AVAILABLE DATA.
_____
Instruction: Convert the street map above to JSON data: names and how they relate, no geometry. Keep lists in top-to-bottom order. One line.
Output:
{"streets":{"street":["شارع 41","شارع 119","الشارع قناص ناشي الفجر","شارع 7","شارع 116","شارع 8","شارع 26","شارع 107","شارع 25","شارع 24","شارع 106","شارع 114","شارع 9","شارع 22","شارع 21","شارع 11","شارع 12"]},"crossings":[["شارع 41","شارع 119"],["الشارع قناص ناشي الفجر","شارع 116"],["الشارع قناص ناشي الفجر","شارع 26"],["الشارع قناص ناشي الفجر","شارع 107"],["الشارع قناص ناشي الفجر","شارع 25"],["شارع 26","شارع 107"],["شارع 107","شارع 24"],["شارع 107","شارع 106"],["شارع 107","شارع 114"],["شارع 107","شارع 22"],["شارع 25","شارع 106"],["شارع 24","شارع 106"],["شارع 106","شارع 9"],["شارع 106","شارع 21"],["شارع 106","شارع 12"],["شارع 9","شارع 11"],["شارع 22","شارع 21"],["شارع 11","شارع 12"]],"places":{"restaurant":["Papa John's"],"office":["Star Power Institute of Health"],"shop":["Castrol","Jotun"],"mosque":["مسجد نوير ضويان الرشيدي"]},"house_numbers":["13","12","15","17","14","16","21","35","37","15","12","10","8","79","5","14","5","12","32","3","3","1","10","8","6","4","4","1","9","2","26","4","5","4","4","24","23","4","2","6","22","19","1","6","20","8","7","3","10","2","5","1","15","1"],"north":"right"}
_____
WORK TASK.
Each line in the material with "street" in it must be reported.

THE COMPLETED TASK.
Instruction: Convert the street map above to JSON data: names and how they relate, no geometry. Keep lists in top-to-bottom order. One line.
{"streets":{"street":["شارع 41","شارع 119","الشارع قناص ناشي الفجر","شارع 7","شارع 116","شارع 8","شارع 26","شارع 107","شارع 25","شارع 24","شارع 106","شارع 114","شارع 9","شارع 22","شارع 21","شارع 11","شارع 12"]},"crossings":[["شارع 41","شارع 119"],["الشارع قناص ناشي الفجر","شارع 116"],["الشارع قناص ناشي الفجر","شارع 26"],["الشارع قناص ناشي الفجر","شارع 107"],["الشارع قناص ناشي الفجر","شارع 25"],["شارع 26","شارع 107"],["شارع 107","شارع 24"],["شارع 107","شارع 106"],["شارع 107","شارع 114"],["شارع 107","شارع 22"],["شارع 25","شارع 106"],["شارع 24","شارع 106"],["شارع 106","شارع 9"],["شارع 106","شارع 21"],["شارع 106","شارع 12"],["شارع 9","شارع 11"],["شارع 22","شارع 21"],["شارع 11","شارع 12"]],"places":{"restaurant":["Papa John's"],"office":["Star Power Institute of Health"],"shop":["Castrol","Jotun"],"mosque":["مسجد نوير ضويان الرشيدي"]},"house_numbers":["13","12","15","17","14","16","21","35","37","15","12","10","8","79","5","14","5","12","32","3","3","1","10","8","6","4","4","1","9","2","26","4","5","4","4","24","23","4","2","6","22","19","1","6","20","8","7","3","10","2","5","1","15","1"],"north":"right"}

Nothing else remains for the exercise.